◆ **Material for this exercise**
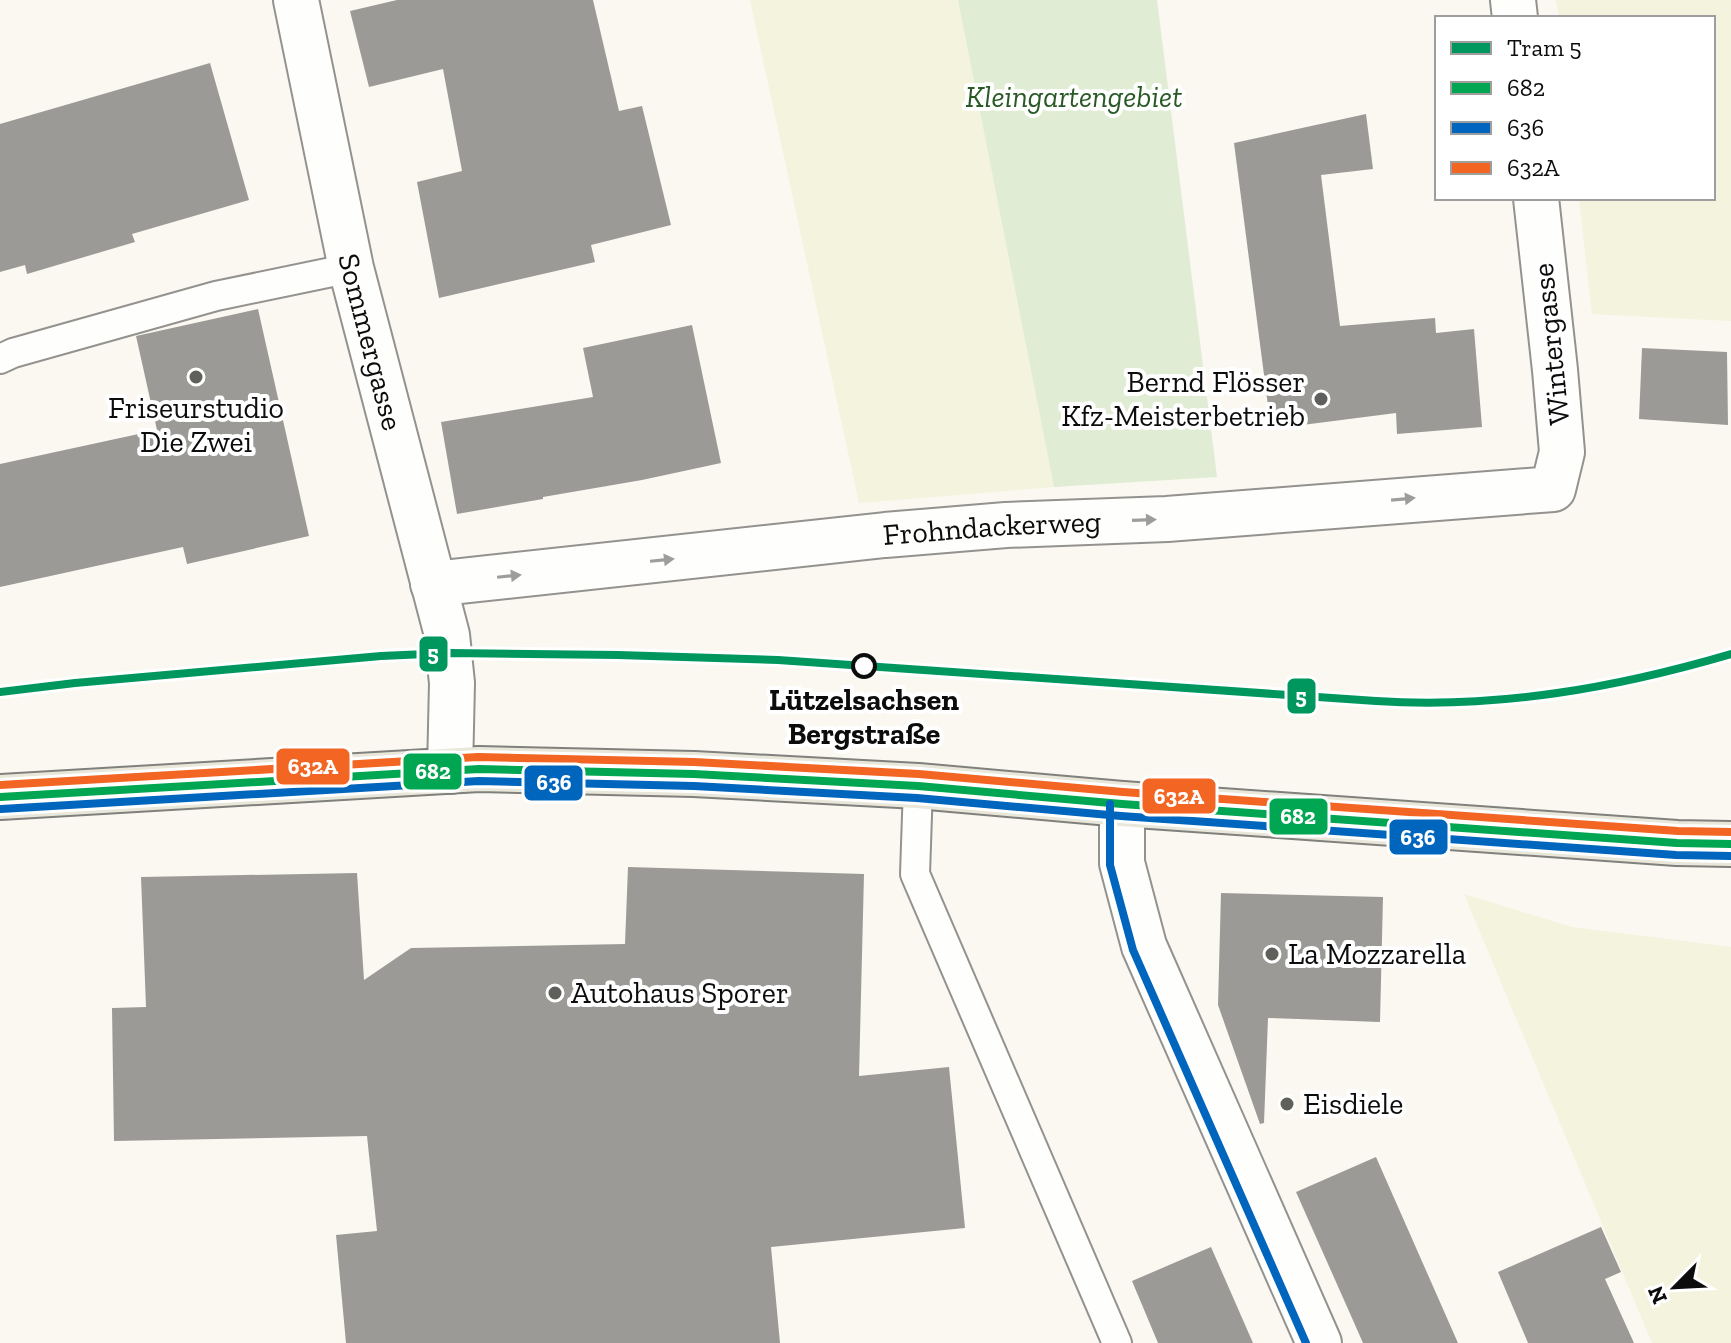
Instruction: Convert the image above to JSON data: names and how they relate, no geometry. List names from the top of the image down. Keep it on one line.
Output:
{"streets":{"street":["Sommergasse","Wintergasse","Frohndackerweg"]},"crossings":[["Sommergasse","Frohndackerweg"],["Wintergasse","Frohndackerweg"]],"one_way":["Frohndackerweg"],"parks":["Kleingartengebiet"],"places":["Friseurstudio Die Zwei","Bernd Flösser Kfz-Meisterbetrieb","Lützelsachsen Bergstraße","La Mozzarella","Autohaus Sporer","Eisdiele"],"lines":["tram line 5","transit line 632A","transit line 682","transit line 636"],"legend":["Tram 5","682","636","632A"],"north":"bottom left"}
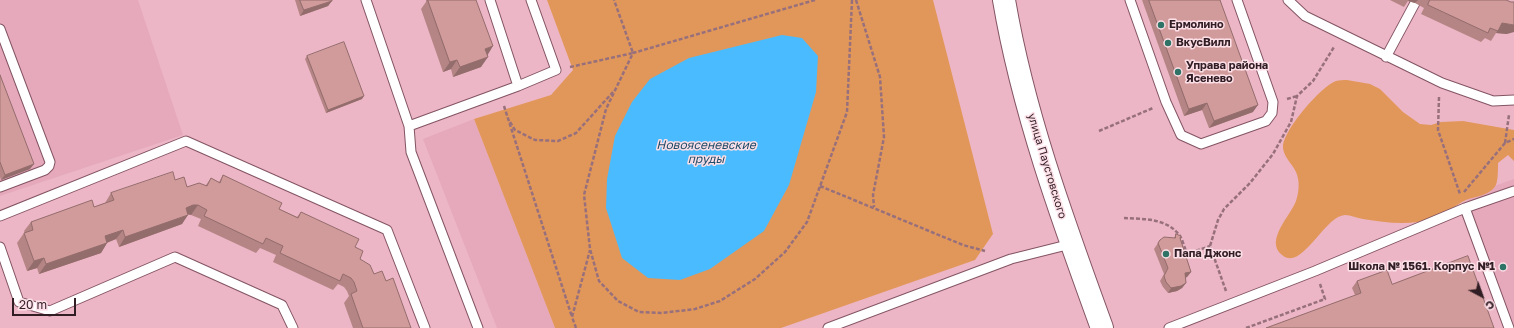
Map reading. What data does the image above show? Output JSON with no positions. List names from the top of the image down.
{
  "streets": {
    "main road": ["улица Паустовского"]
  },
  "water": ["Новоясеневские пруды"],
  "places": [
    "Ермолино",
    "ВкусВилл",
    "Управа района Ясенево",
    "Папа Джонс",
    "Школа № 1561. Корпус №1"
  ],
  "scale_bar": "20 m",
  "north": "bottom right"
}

◆ **Action item**
Return all of the material above unchanged, minus its pictures.

◆ **Expected answer**
Instruction: Convert the image above to JSON data: names and how they relate, no geometry. List names from the top of the image down. Keep it on one line.
Output:
{"streets":{"street":["Sommergasse","Wintergasse","Frohndackerweg"]},"crossings":[["Sommergasse","Frohndackerweg"],["Wintergasse","Frohndackerweg"]],"one_way":["Frohndackerweg"],"parks":["Kleingartengebiet"],"places":["Friseurstudio Die Zwei","Bernd Flösser Kfz-Meisterbetrieb","Lützelsachsen Bergstraße","La Mozzarella","Autohaus Sporer","Eisdiele"],"lines":["tram line 5","transit line 632A","transit line 682","transit line 636"],"legend":["Tram 5","682","636","632A"],"north":"bottom left"}
Map reading. What data does the image above show? Output JSON with no positions. List names from the top of the image down.
{
  "streets": {
    "main road": ["улица Паустовского"]
  },
  "water": ["Новоясеневские пруды"],
  "places": [
    "Ермолино",
    "ВкусВилл",
    "Управа района Ясенево",
    "Папа Джонс",
    "Школа № 1561. Корпус №1"
  ],
  "scale_bar": "20 m",
  "north": "bottom right"
}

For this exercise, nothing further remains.